PEJOURNAL – The dollar has been the world’s most important currency since World War II; it is the most common reserve currency and the most widely used currency for international trade and other transactions worldwide.
The removal of the dollar from economic relations among countries and agreements to replace it with national currencies or other currencies in world trade is not an uncommon issue, but in recent years the process has intensified due to the measures of the US administration under Trump and Biden. In fact, political tensions between Washington and other countries have tarnished credibility of the US dollar in international markets.
Since 2014, China and Russia, the two superpowers of the international system, have sought to use national currencies to trade with each other and reduce their dependence on the US dollar. It was after the US administration imposed sanctions on Russia after the Crimean crisis that the two countries sought to take more serious steps to phase out the dollar. This trend was accelerated after Donald Trump imposed tariffs on hundreds of billions of dollars on Chinese goods.
In 2014, Beijing and Moscow signed a three-year foreign exchange deal worth 150 billion yuan (24.5 billion dollars). Also during Chinese President Xi Jinping’s visit to Russia in June 2019, Moscow and Beijing agreed to replace the dollar with national currencies and develop payment mechanisms in national currencies to settle international accounts.
China and Russia also want to create a financial system outside the US supervision that will have sufficient authority and power in the world. The two countries are trying to accelerate their global trade through de-dollarization and using national currencies, along with major currencies such as the euro, as well as mitigating the negative effects of the current and possible US sanctions. In addition, they intend to trade with countries that have been sanctioned by the United States by eliminating the dollar in world trade.
At the same time, improvement of relations between Russia and China in recent years have contributed to this trend. In the current situation, the two countries have reached a common understanding of the threat and international trade; holding joint strategic exercises and increasing trade and political exchanges between the two countries also promises stronger ties than ever before, which could guarantee the independence of Beijing and Moscow and be a warning for the United States. Therefore, strengthening of the bond between the two countries has accelerated the process of eliminating the dollar.
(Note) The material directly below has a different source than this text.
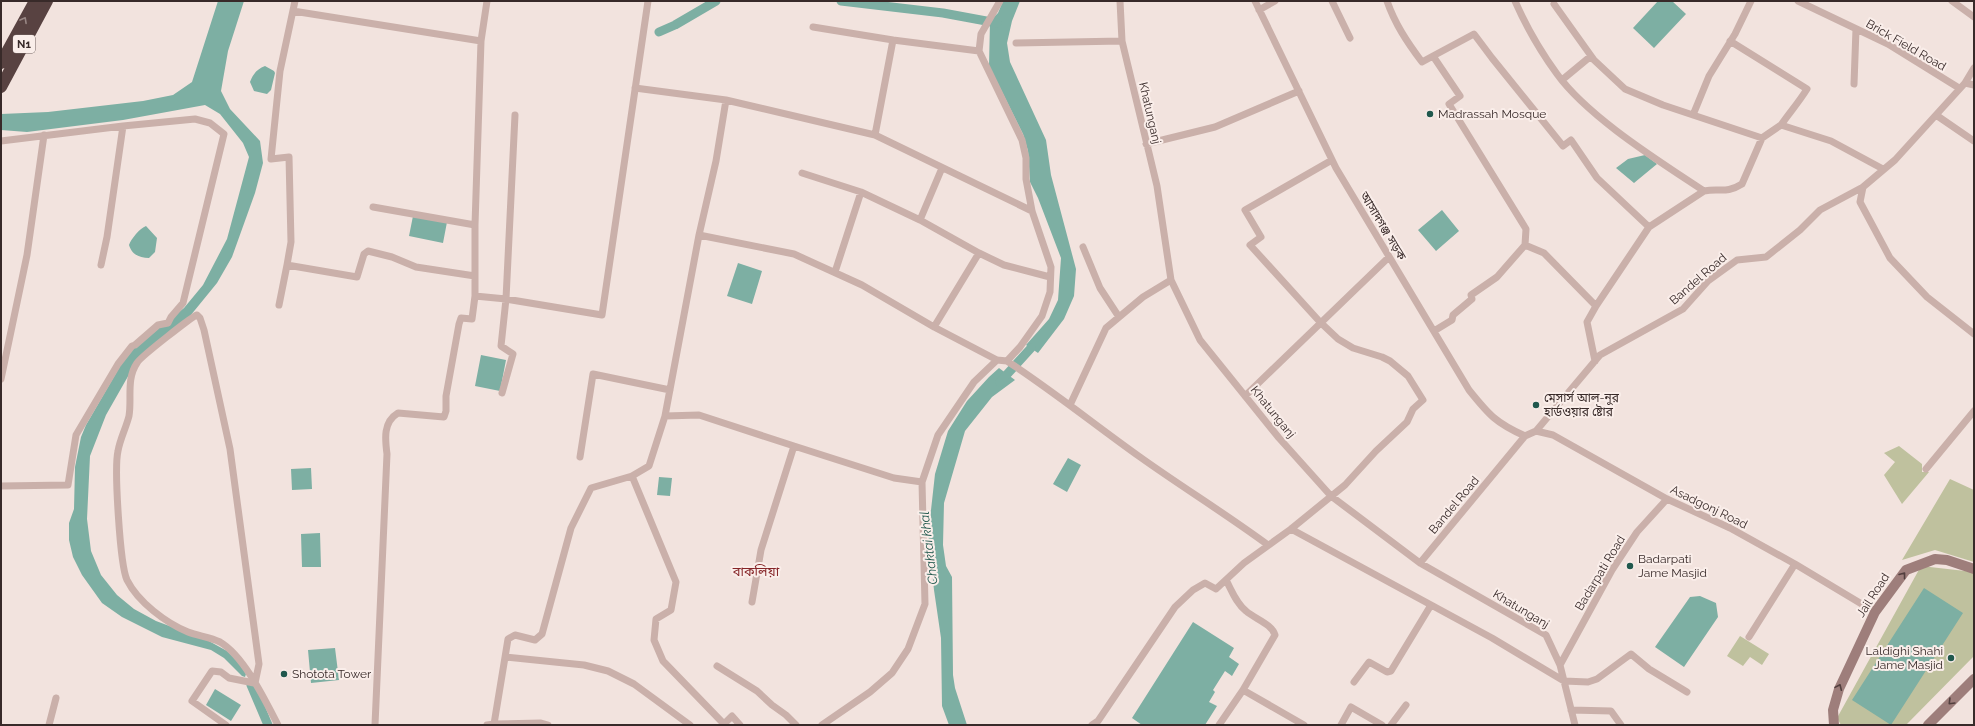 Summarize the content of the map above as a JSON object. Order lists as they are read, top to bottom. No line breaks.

In addition, China’s major economic project, based on the “One Belt One Road” (OBOR), has boosted demand for the yuan in foreign exchange reserves due to the large number of countries involved in the project, which has accelerated the gradual elimination of the dollar.
But what are the consequences of the phasing out of the dollar; the gradual elimination of the dollar has dire political and economic consequences for the United States. Various countries have been affected by oppressive US sanctions; both the sanctioned countries and the countries that had good economic relations with the sanctioned countries. With the elimination of the dollar in trade between those countries, the impact of this powerful US political-economic lever is practically reduced, which is a big blow to the most important lever of the US foreign policy in recent years.
Also, by reducing the use of the dollar, the US dominance in world trade will decrease, and this country, as in the past, cannot impose huge fines on various companies under the pretext of their relationship with the sanctioned countries.
It is also possible that other countries and unions will join the process. China, Russia, India, Turkey and Iran are now trying to use more national currencies or alternative currencies to the dollar in their trade with other countries. Pakistan also makes its payments to Chinese companies in yuan, and the number of countries that reduce the dollar from their trade is expected to increase with the possible addition of the BRICS group.
In economic terms, the common use of the US dollar helps the administration to issue government bonds at a lower cost (meaning that it does not have to pay much interest to attract buyers, which is a big advantage for the country). It is worth noting that the Russian government has been steadily reducing its investment in the sector since May 2017 in response to White House sanctions.
The military power and superiority of the US dollar, which have been two important and influential factors in the exercise of the US domination, will be dealt a major blow with this process, and the US will decline with more speed.